Auf diese Weise stellt uns Jesus den Esel gleichsam als "Kirchenlehrer" vor. Die Kirche - gerade die Priester und alle, die es werden wollen - dürfen beim Esel in die Schule gehen. Wir glauben oft, Pastoral und Caritas müssten säuberlich voneinander getrennt werden. Für die Pastoral entwerfen wir ausgefeilte Pläne und Langzeitstrategien, für die Diakonie oder Caritas gibt es eigene Verbände. Ergebnis: Pastoral und Caritas sind perfekt durchorganisiert, aber auch voneinander geschieden – Seelsorgeamt hier, Caritasverwaltung dort. Doch wer so denkt und handelt, läuft einem Missverständnis auf.

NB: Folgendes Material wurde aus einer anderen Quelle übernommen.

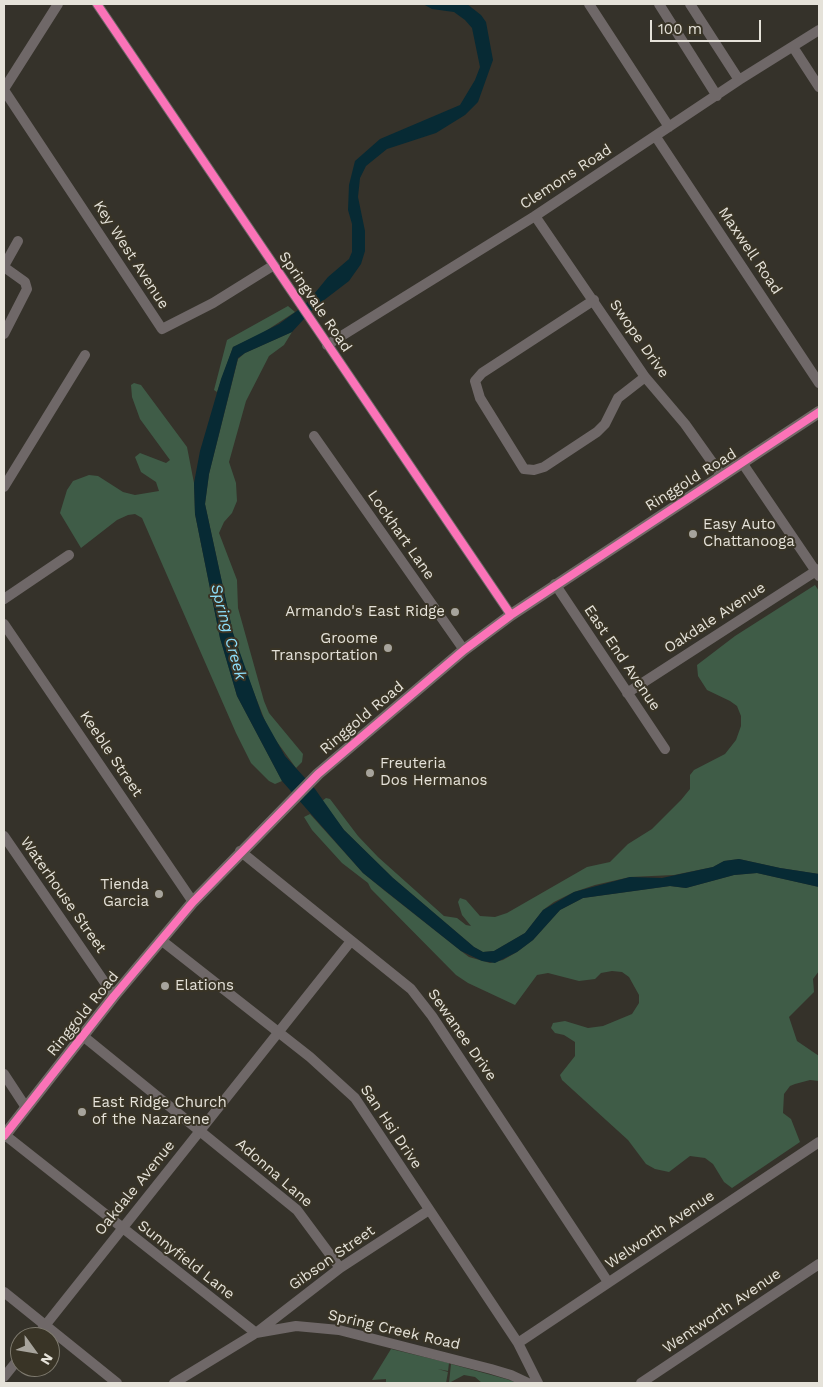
<!DOCTYPE html>
<html>
<head>
<meta charset="utf-8">
<style>
	body { margin:0 }
	#map { position:relative; width:823px; height:1387px; overflow:hidden; background:#35322a; font-family:"Work Sans",sans-serif }
	canvas { display:block }
	.frame { position:absolute; inset:0; border:5px solid #e5e2d9; pointer-events:none }
	.north { position:absolute; left:10px; top:1327px; width:50px; height:50px; box-sizing:border-box; background:#393426; border:1px solid #7e7a6e; border-radius:50%; rotate:122deg; font-size:14px; font-weight:700; line-height:20px; text-align:center; color:#e5e2d9 }
	.north::after { content:''; display:block; margin:auto; width:18px; height:22px; background:#a7a49c; clip-path:polygon(50% 0,100% 100%,50% 72%,0 100%) }
	.scale { position:absolute; left:650px; top:20px; width:111px; height:22px; box-sizing:border-box; border:2px solid #e5e2d9; border-top:0; padding-left:6px; font-size:15px; line-height:18px; white-space:nowrap; color:#e5e2d9; -webkit-text-stroke:4px #393426; paint-order:stroke }
</style>
</head>
<body>
<div id="map">
<canvas width="823" height="1387"></canvas>
<div class="frame"></div>
<div class="north">N</div>
<div class="scale">100 m</div>
</div>
<script>
const ctx = document.querySelector('canvas').getContext('2d');
ctx.lineJoin = 'round';
function fill(path, color) {
  ctx.fillStyle = color;
  ctx.fill(path, 'evenodd');
}
function shape(rows) {
  const path = new Path2D();
  for (const r of rows) {
    path.moveTo(r[0], r[1]);
    for (let i = 2; i < r.length; i += 2) path.lineTo(r[i], r[i + 1]);
  }
  return path;
}
function trace(path, color, width, dash) {
  ctx.strokeStyle = color;
  ctx.lineWidth = width;
  ctx.lineCap = dash ? 'butt' : 'round';
  ctx.setLineDash(dash || []);
  ctx.stroke(path);
}
function drawText(font, color, halo, rows, align = 'center') {
  ctx.font = font + ' "Work Sans",sans-serif';
  ctx.lineWidth = 4;
  ctx.setLineDash([]);
  ctx.textBaseline = 'middle';
  ctx.strokeStyle = halo;
  ctx.fillStyle = color;
  for (const [text, x, y, turn = 0] of rows) {
    ctx.save();
    ctx.translate(x, y);
    ctx.rotate((+turn || 0) * Math.PI / 180);
    ctx.textAlign = isNaN(turn) ? turn : align;
    if (halo) ctx.strokeText(text, 0, 0);
    ctx.fillText(text, 0, 0);
    ctx.restore();
  }
}
const green = shape([
	[288,306,295,312,261,334,233,347,217,392,214,390,227,340],
	[292,332,284,345,269,356,246,401,229,462,236,483,237,501,232,513,224,522,219,533,237,580,238,608,264,701,269,713,303,754,302,762,296,768,269,731,247,675,233,633,205,504,209,474,238,359,245,353],
	[134,383,141,385,187,447,194,483,195,514,220,638,237,696,282,781,275,784,269,781,251,763,236,733,142,518,135,514,128,515,117,520,81,548,60,513,67,490,73,481,89,475,98,476,123,492,135,495,159,491,156,482,141,472,135,457,140,453,166,463,170,460,140,419,132,397,131,385],
	[815,585,819,591,819,874,780,868,739,859,724,861,713,867,674,875,630,877,595,885,574,892,554,902,543,910,525,933,494,951,483,952,474,947,393,878,344,830,322,801,326,798,330,799,358,836,378,857,444,916,457,918,466,925,471,926,462,915,458,902,460,898,466,900,480,916,495,917,507,913,587,867,610,862,628,844,652,829,681,800,690,789,690,775,694,770,725,754,736,740,741,726,741,716,737,706,730,701,707,690,698,676,697,665,735,636],
	[310,814,363,873,385,891,461,951,469,957,490,963,503,960,517,952,533,940,560,910,583,898,670,886,686,888,734,875,757,873,819,887,819,971,813,979,814,992,789,1017,797,1041,819,1056,819,1081,810,1080,795,1084,790,1086,784,1094,783,1113,791,1119,800,1142,732,1188,724,1182,713,1164,705,1158,690,1156,669,1172,655,1169,646,1164,628,1140,562,1080,560,1075,575,1056,575,1042,564,1035,555,1033,551,1028,553,1023,565,1021,588,1028,603,1026,632,1014,639,1003,639,995,629,977,622,972,612,971,601,973,595,979,579,981,548,973,537,975,515,1005,468,983,456,975,371,889,368,883,342,863,312,830,304,817],
	[391,1349,449,1363,448,1371,438,1369,448,1372,446,1383,386,1383,386,1379,372,1380],
	[451,1364,506,1379,518,1383,482,1383,475,1377,464,1375,449,1383]
]);
const water = shape([
	[423,4,467,4,481,15,486,22,493,60,478,102,465,115,436,133,387,149,366,166,360,178,358,197,365,231,365,251,361,264,349,281,315,307,292,332,245,353,238,358,209,474,205,504,233,633,262,715,285,756,315,789,344,830,393,878,474,947,483,952,494,951,525,933,543,910,574,892,630,877,662,878,713,867,724,861,739,859,780,868,819,874,819,887,757,873,734,875,686,888,670,886,583,898,560,910,533,940,517,952,495,963,482,961,461,951,363,873,282,781,237,696,220,638,195,514,194,483,200,451,221,379,233,347,279,324,305,305,328,277,349,259,352,252,352,224,348,210,349,185,355,161,380,139,460,105,475,80,480,67,472,28,465,20,454,12,432,9]
]);
const minor = shape([
	[97,4,511,615],
	[589,4,669,127],
	[659,4,717,96],
	[690,4,739,80],
	[793,47,819,87],
	[4,89,58,4],
	[4,90,162,329,213,303,274,265],
	[656,137,819,383],
	[535,216,645,377,685,424,722,476],
	[4,266,18,241],
	[4,267,25,282,27,289,4,334],
	[594,300,482,373,475,381,480,398,524,469,534,470,544,467,597,432,605,424,618,398,645,377],
	[327,345,535,216,739,80,819,30],
	[314,436,464,650],
	[743,464,819,576],
	[4,487,85,355],
	[555,584,665,749],
	[4,599,69,555],
	[4,624,193,902],
	[627,693,819,569],
	[4,836,114,996],
	[240,851,411,989,432,1016,608,1282],
	[161,940,310,1057,355,1098,518,1343,538,1383],
	[83,1036,297,1210,340,1268],
	[4,1074,25,1106],
	[5,1135,256,1333,340,1268,429,1210],
	[4,1292,117,1383],
	[36,1337,351,941],
	[518,1343,819,1142],
	[4,1377,20,1357],
	[174,1383,256,1333,296,1326,339,1330,491,1369,511,1375,528,1383],
	[641,1383,819,1264]
]);
const major = shape([
	[4,1136,114,996,193,902,318,774,464,650,511,615,819,412]
]);
const cycleway = shape([
	[97,4,511,615],
	[4,1136,114,996,193,902,318,774,464,650,511,615,819,412]
]);
const markers = [
	[693,534,5,"#a7a49c"],
	[455,612,5,"#a7a49c"],
	[388,648,5,"#a7a49c"],
	[370,773,5,"#a7a49c"],
	[159,894,5,"#a7a49c"],
	[165,986,5,"#a7a49c"],
	[82,1112,5,"#a7a49c"]
];
const streetNames = [
	["Clemons Road",566,177,-33],
	["Maxwell Road",750,251,56],
	["Key West Avenue",131,255,57],
	["Springvale Road",315,302,56],
	["Swope Drive",639,339,55],
	["Ringgold Road",691,480,-32],
	["Lockhart Lane",401,535,55],
	["Oakdale Avenue",715,618,-33],
	["East End Avenue",622,658,56],
	["Ringgold Road",362,718,-40],
	["Keeble Street",111,754,56],
	["Waterhouse Street",63,895,55],
	["Ringgold Road",83,1014,-51],
	["Sewanee Drive",462,1035,55],
	["San Hsi Drive",391,1127,56],
	["Adonna Lane",274,1173,41],
	["Oakdale Avenue",135,1188,-51],
	["Welworth Avenue",660,1230,-34],
	["Gibson Street",332,1258,-35],
	["Sunnyfield Lane",186,1260,38],
	["Wentworth Avenue",722,1311,-34],
	["Spring Creek Road",394,1330,13]
];
const poiNames = [
	["Easy Auto",703,525],
	["Chattanooga",703,542],
	["Armando's East Ridge",445,612,"right"],
	["Groome",378,639,"right"],
	["Transportation",378,656,"right"],
	["Freuteria",380,764],
	["Dos Hermanos",380,781],
	["Tienda",149,885,"right"],
	["Garcia",149,902,"right"],
	["Elations",175,986],
	["East Ridge Church",92,1103],
	["of the Nazarene",92,1120]
];
const waterNames = [
	["Spring Creek",228,632,75]
];
fill(green, '#3f5c47');
fill(water, '#072a34');
trace(minor, '#6f6868', 10);
trace(major, '#706866', 12);
trace(cycleway, '#fb73b8', 8);
for (const [x, y, r, color] of markers) {
  const dot = new Path2D();
  dot.arc(x, y, r, 0, 2 * Math.PI);
  ctx.fillStyle = color;
  ctx.fill(dot);
  trace(dot, '#393426', 2);
}
drawText('15px', '#e5e2d9', '#393426', streetNames);
drawText('15px', '#e5e2d9', '#393426', poiNames, 'left');
drawText('italic 16px', '#8ddefa', '#393426', waterNames);
</script>
</body>
</html>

Der moralische Zeigefinger ist hier fehl am Platz. In diesem Zusammenhang sei an einen Priester der Gesellschaft Jesu erinnert, Pater Alfred Delp. Er fasste bereits 1944/45 seine Gedanken so zusammen, wie sie heute treffender nicht gesagt werden könnten: "Das Schicksal der Kirchen wird in der kommenden Zeit nicht von dem abhängen, was ihre Prälaten und führenden Instanzen an Klugheit, Gescheitheit, 'politischen Fähigkeiten' usw. aufbringen. Auch nicht von den 'Positionen', die sich Menschen aus ihrer Mitte erringen konnten. Das alles ist überholt. (...) Stattdessen geht es um die Rückkehr der Kirchen in die 'Diakonie': in den Dienst der Menschheit. Es wird kein Mensch an die Botschaft vom Heil und vom Heiland glauben, solange wir uns nicht blutig geschunden haben im Dienste des physisch, psychisch, sozial, wirtschaftlich, sittlich oder sonstwie kranken Menschen. (...) Es hat keinen Sinn, mit einer Predigt- und Religionserlaubnis, mit einer Pfarrer- und Prälatenbesoldung zufrieden die Menschheit ihrem Schicksal zu überlassen. Damit meine ich die geistige Begegnung als echten Dialog, nicht als monologische Ansprache und monotone Quengelei". Die Worte von Alfred Delp sprechen für sich. Sie sind sicher im Sinne von Papst Franziskus, seinem Ordensbruder in der Gesellschaft Jesu.